**EXERCISE GOAL**.
Take every line containing "lines" out of the records.

**INFORMATION SUPPLIED**.
-.-.-
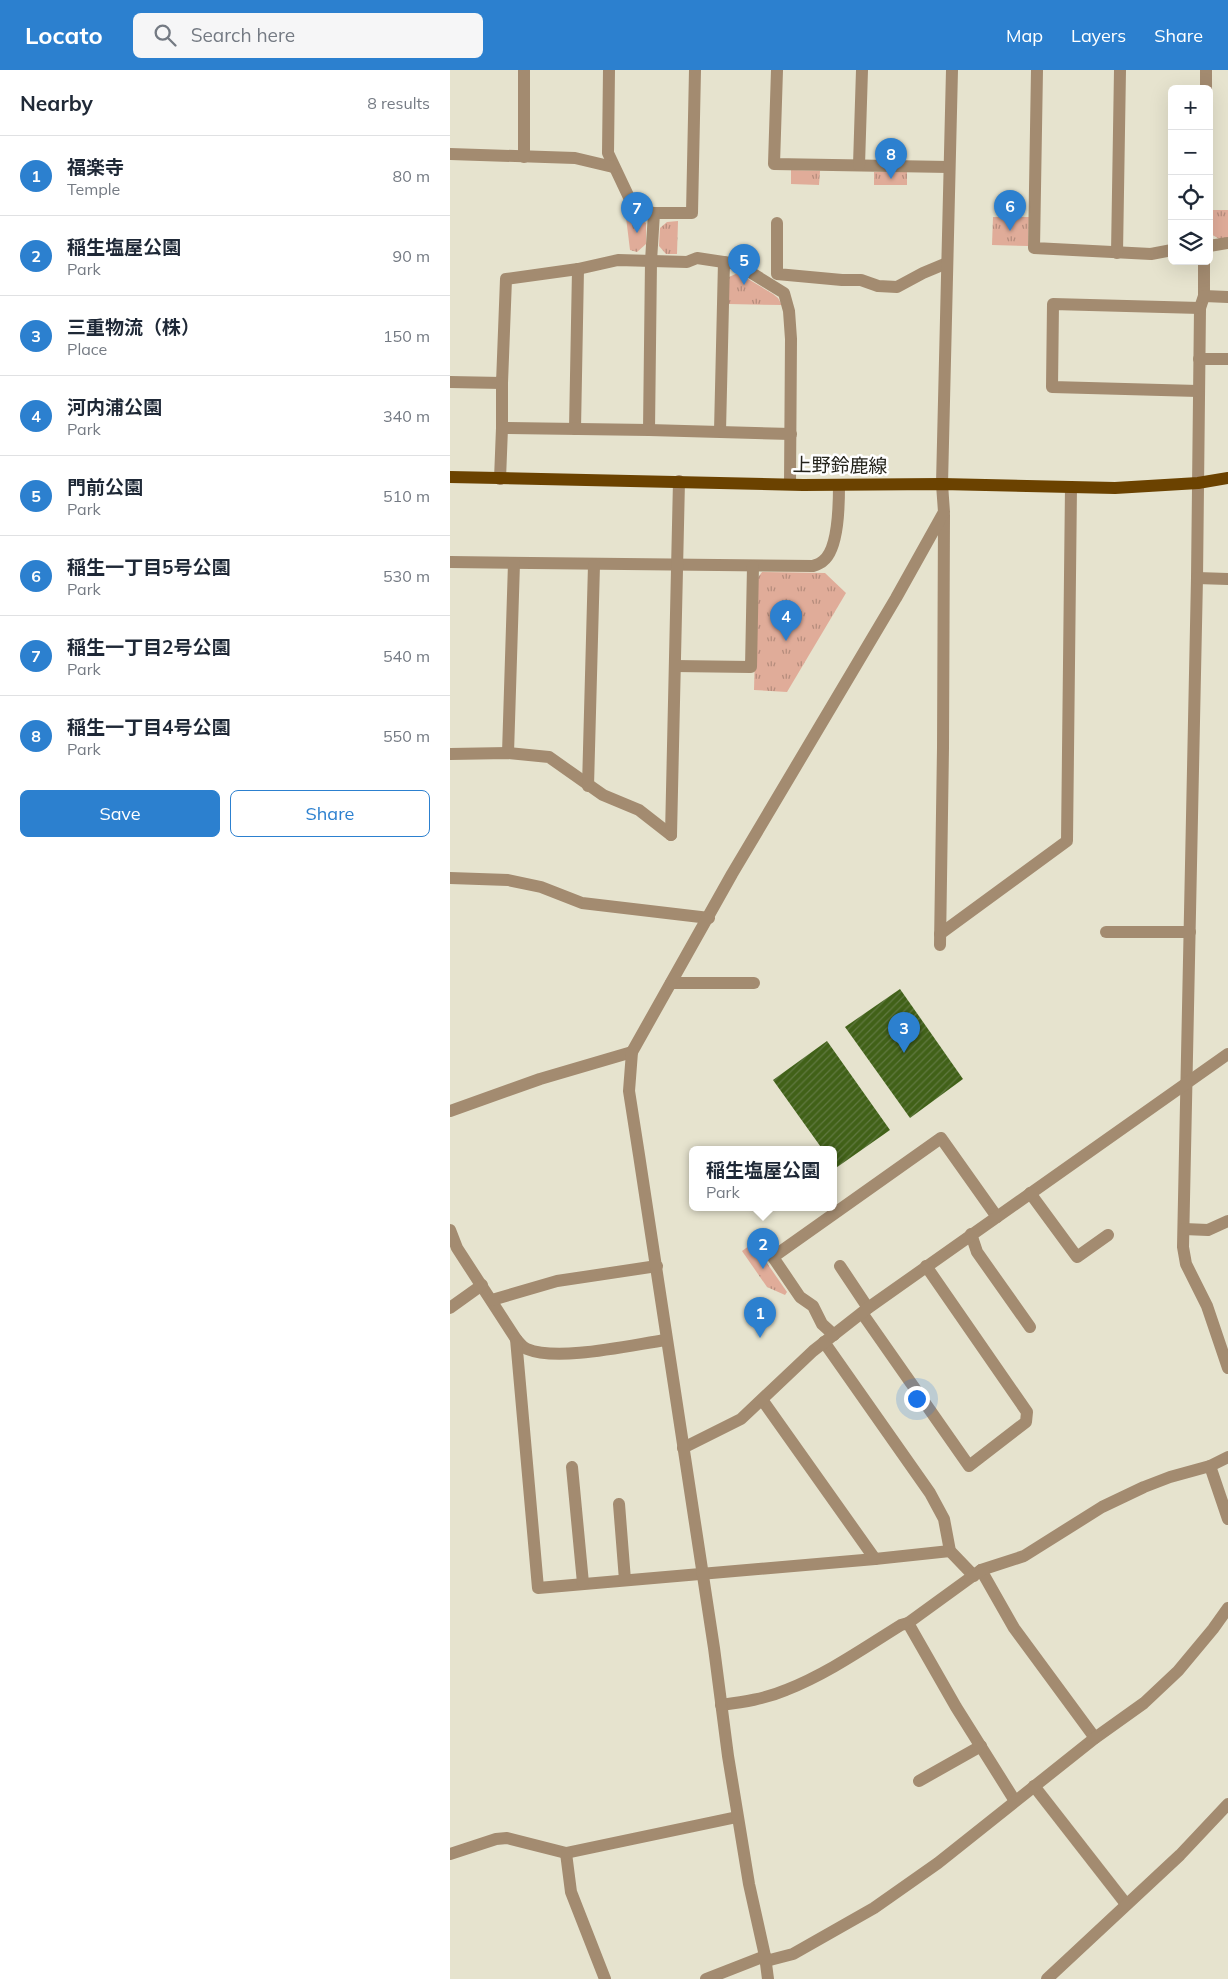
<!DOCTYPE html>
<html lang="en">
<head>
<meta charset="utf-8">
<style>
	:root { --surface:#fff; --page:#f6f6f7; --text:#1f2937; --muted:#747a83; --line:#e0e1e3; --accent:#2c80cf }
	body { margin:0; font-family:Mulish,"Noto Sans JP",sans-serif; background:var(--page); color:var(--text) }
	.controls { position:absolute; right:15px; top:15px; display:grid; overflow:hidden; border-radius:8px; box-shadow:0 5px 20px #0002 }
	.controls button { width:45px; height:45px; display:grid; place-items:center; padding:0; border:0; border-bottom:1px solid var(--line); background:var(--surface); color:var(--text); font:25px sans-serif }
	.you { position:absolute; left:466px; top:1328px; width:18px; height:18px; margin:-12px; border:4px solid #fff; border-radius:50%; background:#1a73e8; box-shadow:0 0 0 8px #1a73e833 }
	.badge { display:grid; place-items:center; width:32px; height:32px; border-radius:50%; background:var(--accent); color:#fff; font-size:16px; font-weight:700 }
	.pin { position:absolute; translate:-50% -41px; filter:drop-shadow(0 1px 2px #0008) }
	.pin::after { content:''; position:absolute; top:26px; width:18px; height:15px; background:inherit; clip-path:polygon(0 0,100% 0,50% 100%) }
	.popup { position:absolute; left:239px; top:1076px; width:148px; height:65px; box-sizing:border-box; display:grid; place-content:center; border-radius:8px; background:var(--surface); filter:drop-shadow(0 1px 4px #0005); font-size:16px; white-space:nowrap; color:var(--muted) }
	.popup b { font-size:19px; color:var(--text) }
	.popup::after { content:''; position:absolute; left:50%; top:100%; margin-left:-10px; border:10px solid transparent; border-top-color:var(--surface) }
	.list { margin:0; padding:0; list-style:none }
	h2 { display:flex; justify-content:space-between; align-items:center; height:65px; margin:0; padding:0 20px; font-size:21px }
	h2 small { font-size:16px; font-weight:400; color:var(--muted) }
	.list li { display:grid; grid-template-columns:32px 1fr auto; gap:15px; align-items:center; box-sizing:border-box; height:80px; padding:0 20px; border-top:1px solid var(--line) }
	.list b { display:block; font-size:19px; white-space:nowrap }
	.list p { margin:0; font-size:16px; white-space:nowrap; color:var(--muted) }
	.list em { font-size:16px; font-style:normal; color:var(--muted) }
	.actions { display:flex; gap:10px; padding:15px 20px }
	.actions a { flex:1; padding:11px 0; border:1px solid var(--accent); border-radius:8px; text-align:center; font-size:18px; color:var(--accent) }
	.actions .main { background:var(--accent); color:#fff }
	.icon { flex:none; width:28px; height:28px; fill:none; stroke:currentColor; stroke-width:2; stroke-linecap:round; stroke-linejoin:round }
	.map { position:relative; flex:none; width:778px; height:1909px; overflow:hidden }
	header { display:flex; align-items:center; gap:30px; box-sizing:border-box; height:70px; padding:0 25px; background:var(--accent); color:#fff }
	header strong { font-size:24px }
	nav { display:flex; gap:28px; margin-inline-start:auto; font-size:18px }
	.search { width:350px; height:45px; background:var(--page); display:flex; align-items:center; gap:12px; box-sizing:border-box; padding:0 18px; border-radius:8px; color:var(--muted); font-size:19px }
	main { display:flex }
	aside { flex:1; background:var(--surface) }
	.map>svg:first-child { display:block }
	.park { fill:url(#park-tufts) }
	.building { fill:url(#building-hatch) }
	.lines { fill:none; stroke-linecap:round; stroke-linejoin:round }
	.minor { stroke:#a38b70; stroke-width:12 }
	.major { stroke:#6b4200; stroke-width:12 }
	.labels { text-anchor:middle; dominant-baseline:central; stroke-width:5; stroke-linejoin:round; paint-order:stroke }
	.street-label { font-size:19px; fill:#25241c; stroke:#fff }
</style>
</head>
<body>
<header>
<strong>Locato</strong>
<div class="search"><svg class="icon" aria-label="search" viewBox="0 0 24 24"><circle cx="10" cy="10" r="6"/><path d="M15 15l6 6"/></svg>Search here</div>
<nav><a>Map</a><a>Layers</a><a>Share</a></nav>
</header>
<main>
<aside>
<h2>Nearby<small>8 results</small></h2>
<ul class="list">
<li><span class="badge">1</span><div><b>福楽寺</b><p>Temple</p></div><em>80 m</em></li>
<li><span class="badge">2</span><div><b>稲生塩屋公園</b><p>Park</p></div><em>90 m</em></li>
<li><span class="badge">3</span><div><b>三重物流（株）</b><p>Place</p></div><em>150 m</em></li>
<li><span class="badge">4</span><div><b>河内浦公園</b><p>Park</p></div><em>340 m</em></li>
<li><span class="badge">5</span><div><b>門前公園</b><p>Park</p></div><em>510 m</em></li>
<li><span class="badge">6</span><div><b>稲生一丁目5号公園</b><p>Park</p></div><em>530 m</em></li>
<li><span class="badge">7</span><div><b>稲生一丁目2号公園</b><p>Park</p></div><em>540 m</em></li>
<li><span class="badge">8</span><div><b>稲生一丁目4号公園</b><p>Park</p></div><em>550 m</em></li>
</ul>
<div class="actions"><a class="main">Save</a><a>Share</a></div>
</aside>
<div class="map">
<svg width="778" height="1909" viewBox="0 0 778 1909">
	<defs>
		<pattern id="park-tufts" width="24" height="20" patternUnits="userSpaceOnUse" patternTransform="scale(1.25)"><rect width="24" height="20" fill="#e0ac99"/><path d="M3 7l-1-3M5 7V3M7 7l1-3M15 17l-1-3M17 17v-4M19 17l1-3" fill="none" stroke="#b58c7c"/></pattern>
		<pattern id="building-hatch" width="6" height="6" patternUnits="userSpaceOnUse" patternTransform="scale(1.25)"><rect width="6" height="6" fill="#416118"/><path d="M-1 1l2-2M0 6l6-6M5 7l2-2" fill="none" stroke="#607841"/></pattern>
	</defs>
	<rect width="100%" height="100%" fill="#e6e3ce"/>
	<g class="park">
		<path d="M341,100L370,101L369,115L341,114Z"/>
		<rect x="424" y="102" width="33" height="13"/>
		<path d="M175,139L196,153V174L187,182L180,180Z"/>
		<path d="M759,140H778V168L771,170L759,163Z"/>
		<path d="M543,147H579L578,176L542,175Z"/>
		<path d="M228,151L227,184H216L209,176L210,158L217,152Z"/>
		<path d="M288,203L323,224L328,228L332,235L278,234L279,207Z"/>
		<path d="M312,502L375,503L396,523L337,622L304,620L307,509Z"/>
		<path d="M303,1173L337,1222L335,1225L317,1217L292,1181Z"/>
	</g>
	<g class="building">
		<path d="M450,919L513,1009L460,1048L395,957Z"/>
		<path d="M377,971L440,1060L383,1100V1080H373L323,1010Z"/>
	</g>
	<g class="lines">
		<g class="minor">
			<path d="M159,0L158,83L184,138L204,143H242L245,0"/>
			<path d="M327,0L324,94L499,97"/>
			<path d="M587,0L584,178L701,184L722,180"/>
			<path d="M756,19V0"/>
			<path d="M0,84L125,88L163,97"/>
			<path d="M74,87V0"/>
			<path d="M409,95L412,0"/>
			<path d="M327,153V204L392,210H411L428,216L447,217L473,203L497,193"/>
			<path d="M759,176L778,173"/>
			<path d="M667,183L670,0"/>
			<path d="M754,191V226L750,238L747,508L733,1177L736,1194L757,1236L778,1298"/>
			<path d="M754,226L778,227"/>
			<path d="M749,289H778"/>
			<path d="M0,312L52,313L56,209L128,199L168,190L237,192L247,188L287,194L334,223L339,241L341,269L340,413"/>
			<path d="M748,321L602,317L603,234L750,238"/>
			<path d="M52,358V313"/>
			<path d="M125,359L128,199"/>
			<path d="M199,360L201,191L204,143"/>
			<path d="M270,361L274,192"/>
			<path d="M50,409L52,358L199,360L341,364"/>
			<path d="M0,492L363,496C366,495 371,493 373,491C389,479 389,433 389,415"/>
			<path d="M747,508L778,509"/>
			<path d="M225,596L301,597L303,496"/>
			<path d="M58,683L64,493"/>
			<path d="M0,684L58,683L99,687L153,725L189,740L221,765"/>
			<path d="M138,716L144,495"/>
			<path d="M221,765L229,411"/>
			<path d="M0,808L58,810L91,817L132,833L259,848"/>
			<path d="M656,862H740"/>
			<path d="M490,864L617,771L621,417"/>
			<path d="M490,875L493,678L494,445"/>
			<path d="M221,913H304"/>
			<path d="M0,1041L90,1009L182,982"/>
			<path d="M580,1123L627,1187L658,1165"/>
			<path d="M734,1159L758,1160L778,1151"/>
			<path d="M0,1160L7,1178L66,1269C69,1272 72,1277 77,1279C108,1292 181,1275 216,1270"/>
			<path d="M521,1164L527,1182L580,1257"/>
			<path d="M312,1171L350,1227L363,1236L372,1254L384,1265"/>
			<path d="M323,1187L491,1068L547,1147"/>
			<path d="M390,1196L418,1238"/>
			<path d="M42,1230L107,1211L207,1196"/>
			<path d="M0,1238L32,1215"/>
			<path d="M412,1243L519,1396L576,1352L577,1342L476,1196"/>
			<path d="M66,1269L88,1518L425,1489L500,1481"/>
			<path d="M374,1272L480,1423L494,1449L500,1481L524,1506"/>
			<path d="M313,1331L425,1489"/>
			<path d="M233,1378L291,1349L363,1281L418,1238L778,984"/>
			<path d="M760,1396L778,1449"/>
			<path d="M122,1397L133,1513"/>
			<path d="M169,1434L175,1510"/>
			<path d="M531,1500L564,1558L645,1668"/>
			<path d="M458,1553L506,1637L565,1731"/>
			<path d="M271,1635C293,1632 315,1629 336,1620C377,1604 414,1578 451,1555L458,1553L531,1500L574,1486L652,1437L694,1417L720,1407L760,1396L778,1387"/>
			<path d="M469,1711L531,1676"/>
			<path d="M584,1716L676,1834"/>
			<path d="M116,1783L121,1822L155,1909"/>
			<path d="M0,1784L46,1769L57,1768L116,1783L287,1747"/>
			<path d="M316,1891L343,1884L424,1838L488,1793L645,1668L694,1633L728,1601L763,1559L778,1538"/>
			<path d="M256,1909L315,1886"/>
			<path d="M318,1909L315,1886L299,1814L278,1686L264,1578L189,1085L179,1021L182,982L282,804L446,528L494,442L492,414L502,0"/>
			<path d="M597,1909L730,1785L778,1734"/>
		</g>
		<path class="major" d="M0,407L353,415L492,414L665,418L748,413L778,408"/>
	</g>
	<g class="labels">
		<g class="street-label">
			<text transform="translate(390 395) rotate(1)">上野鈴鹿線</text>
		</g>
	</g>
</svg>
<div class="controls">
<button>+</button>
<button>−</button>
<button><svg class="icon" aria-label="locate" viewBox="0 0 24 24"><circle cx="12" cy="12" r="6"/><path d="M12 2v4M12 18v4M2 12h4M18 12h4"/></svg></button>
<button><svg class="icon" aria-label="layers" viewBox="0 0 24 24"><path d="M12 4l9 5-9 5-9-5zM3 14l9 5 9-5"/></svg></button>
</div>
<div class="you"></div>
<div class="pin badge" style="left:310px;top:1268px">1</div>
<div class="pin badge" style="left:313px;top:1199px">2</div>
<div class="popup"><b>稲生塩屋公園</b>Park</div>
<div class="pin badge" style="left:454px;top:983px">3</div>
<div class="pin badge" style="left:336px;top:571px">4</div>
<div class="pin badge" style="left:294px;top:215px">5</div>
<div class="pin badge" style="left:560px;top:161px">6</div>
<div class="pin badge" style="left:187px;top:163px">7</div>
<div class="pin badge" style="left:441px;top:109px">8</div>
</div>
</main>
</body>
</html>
-.-.-
**TASK SOLUTION**.
	.lines { fill:none; stroke-linecap:round; stroke-linejoin:round }
	<g class="lines">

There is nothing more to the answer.